= What you are asked to do =
Please reproduce all of the listing below exactly and drop its images.

= Data for review =
+===+

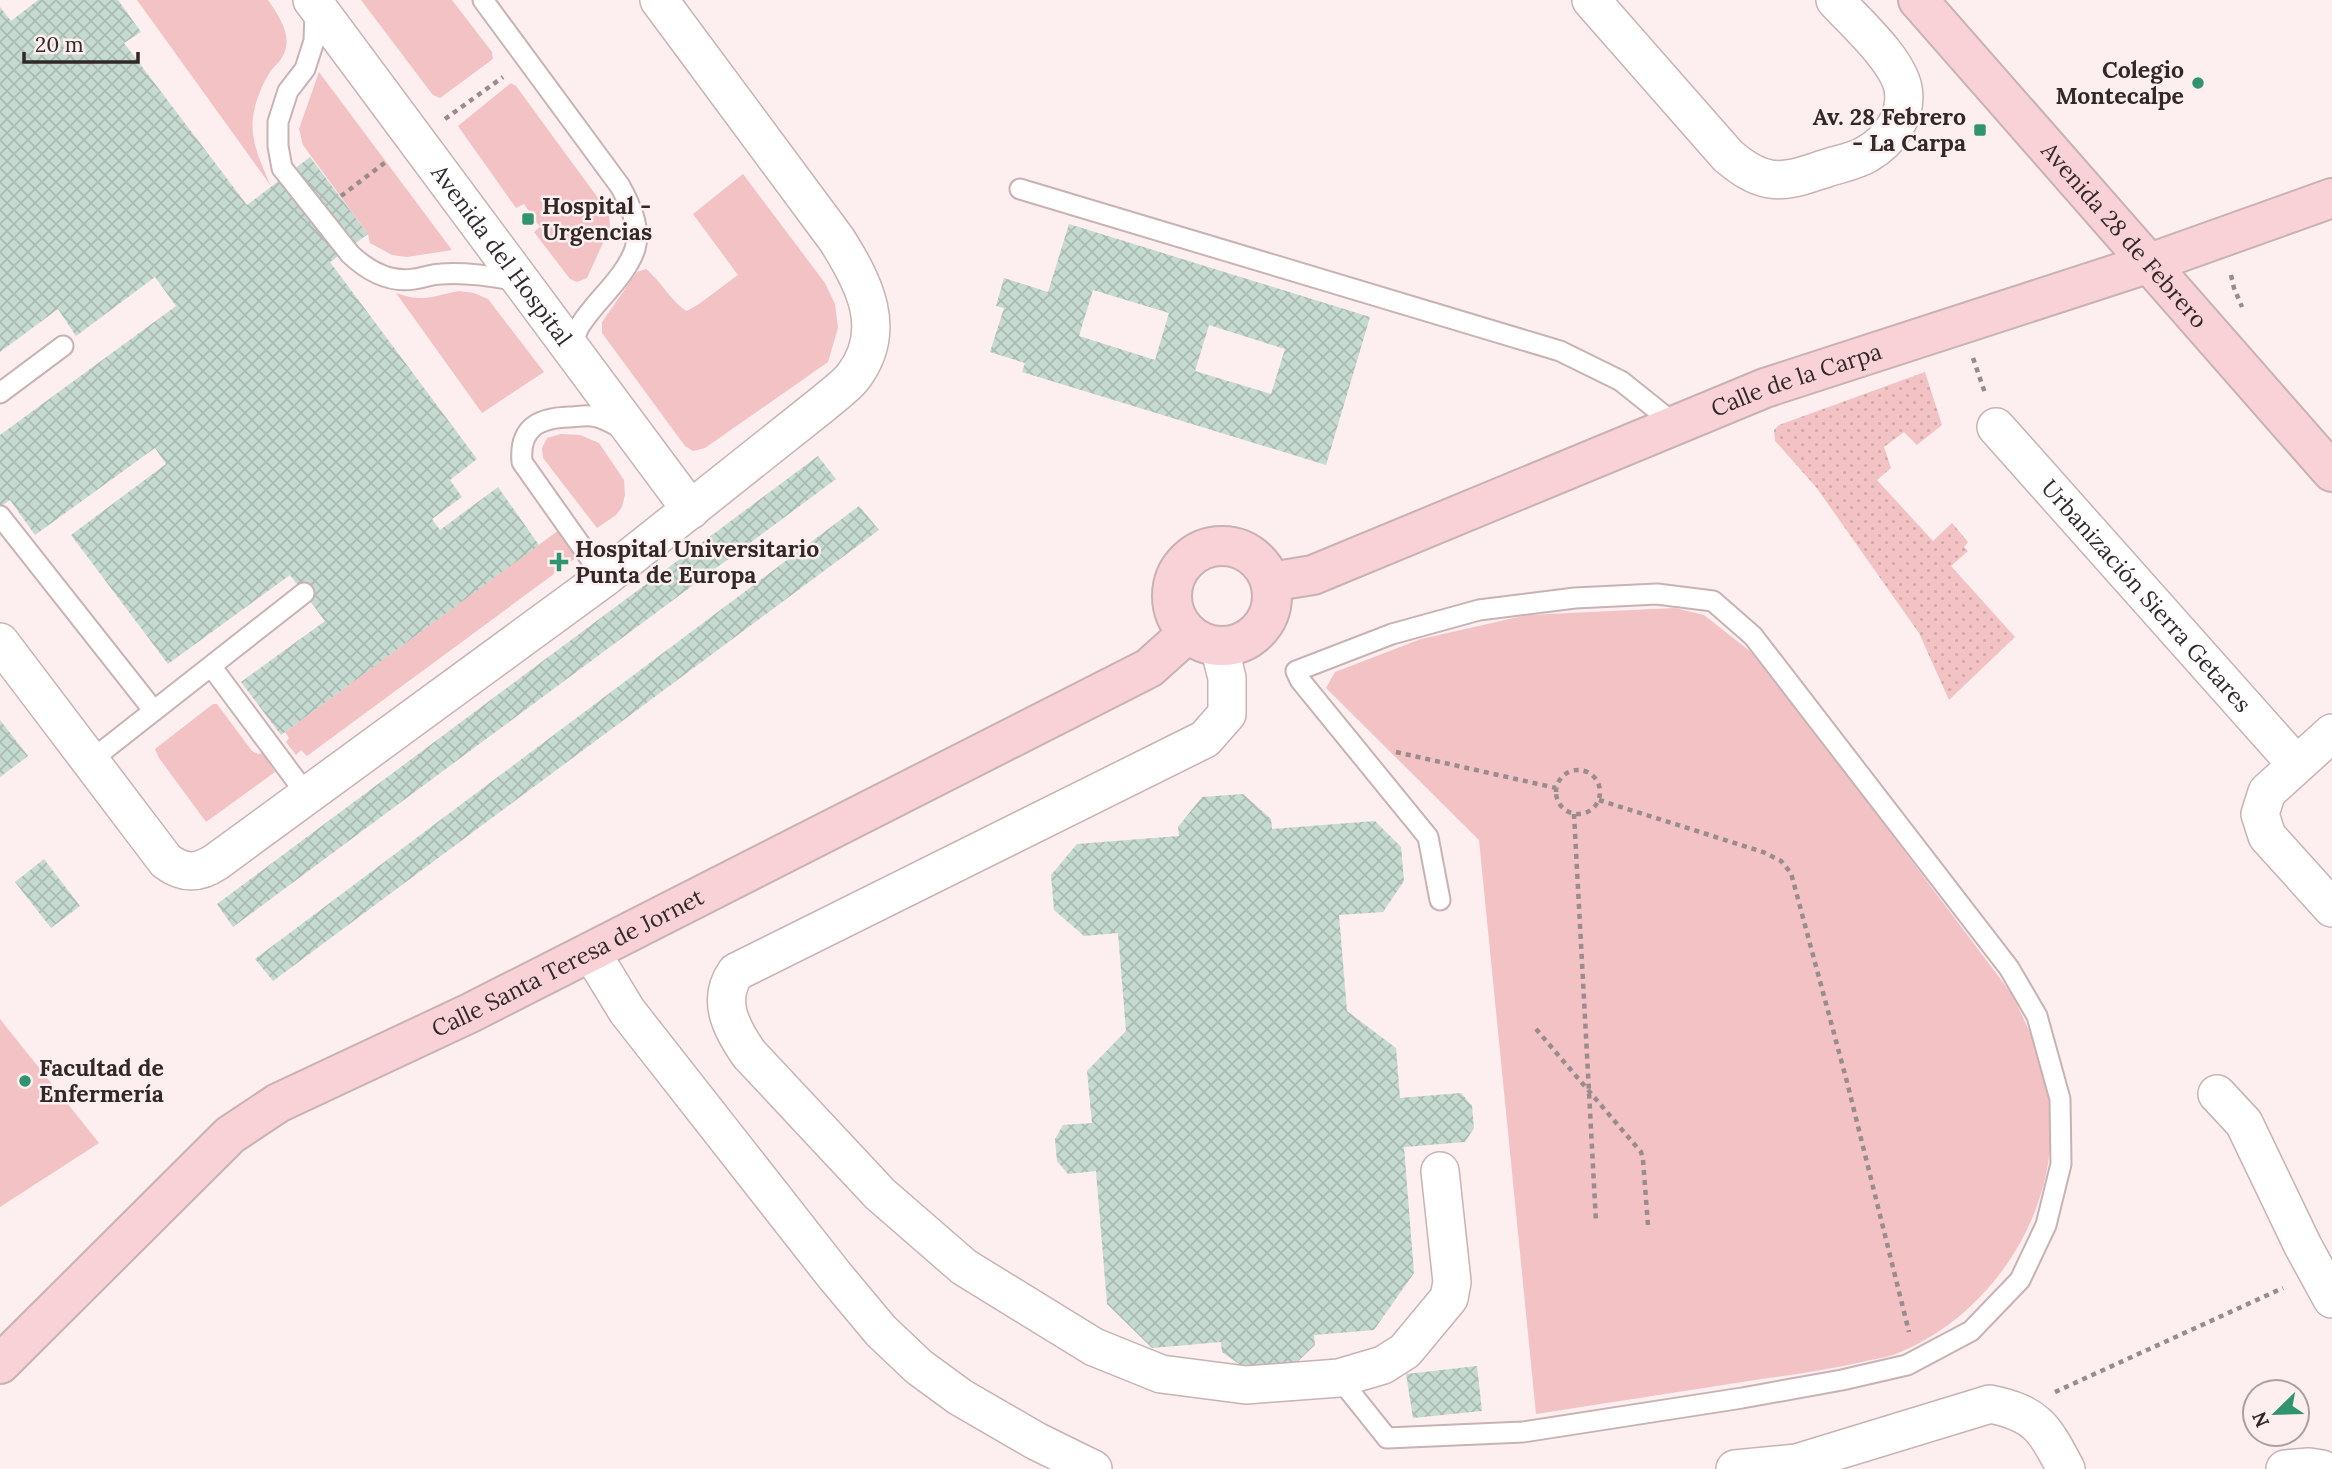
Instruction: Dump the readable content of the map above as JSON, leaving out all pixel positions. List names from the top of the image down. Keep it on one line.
{"streets":{"street":["Avenida 28 de Febrero","Avenida del Hospital","Calle de la Carpa","Urbanización Sierra Getares","Calle Santa Teresa de Jornet"]},"crossings":[["Avenida 28 de Febrero","Calle de la Carpa"],["Calle de la Carpa","Calle Santa Teresa de Jornet"]],"places":{"other":["Colegio Montecalpe","Facultad de Enfermería"],"transit":["Av. 28 Febrero - La Carpa","Hospital - Urgencias"],"health":["Hospital Universitario Punta de Europa"]},"scale_bar":"20 m","north":"bottom left"}
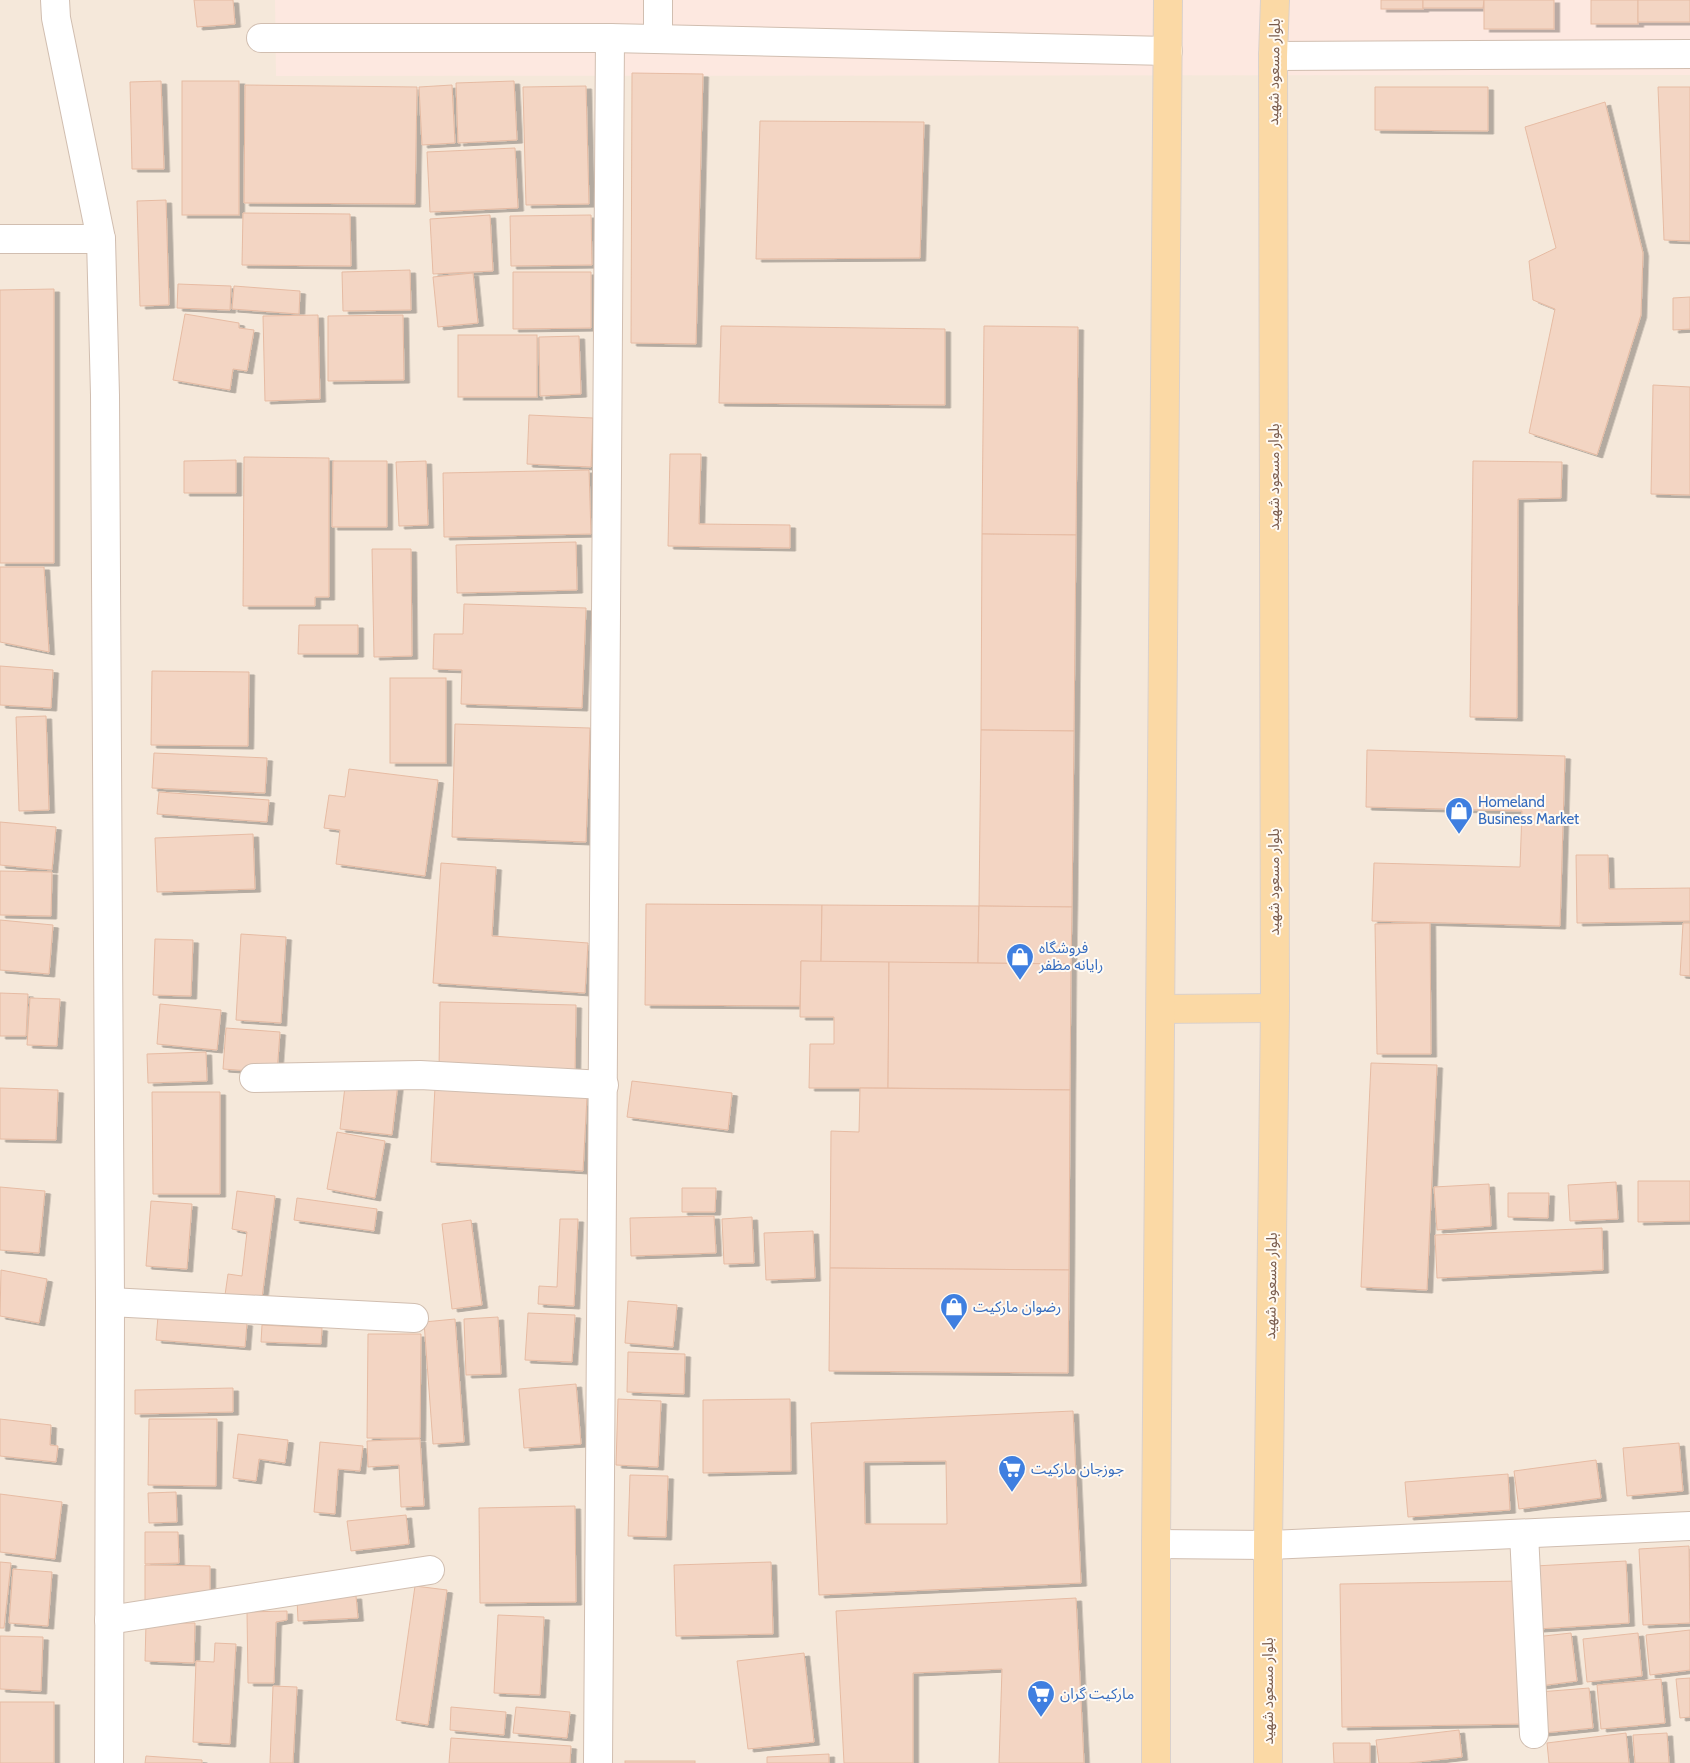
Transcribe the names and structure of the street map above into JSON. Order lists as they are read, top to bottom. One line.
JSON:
{"streets":{"main road":["بلوار مسعود شهید"]},"places":{"shop":["Homeland Business Market","فروشگاه رایانه مظفر","رضوان مارکیت"],"supermarket":["جوزجان مارکیت","مارکیت گران"]}}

+===+

= Solution below =
Instruction: Dump the readable content of the map above as JSON, leaving out all pixel positions. List names from the top of the image down. Keep it on one line.
{"streets":{"street":["Avenida 28 de Febrero","Avenida del Hospital","Calle de la Carpa","Urbanización Sierra Getares","Calle Santa Teresa de Jornet"]},"crossings":[["Avenida 28 de Febrero","Calle de la Carpa"],["Calle de la Carpa","Calle Santa Teresa de Jornet"]],"places":{"other":["Colegio Montecalpe","Facultad de Enfermería"],"transit":["Av. 28 Febrero - La Carpa","Hospital - Urgencias"],"health":["Hospital Universitario Punta de Europa"]},"scale_bar":"20 m","north":"bottom left"}
Transcribe the names and structure of the street map above into JSON. Order lists as they are read, top to bottom. One line.
JSON:
{"streets":{"main road":["بلوار مسعود شهید"]},"places":{"shop":["Homeland Business Market","فروشگاه رایانه مظفر","رضوان مارکیت"],"supermarket":["جوزجان مارکیت","مارکیت گران"]}}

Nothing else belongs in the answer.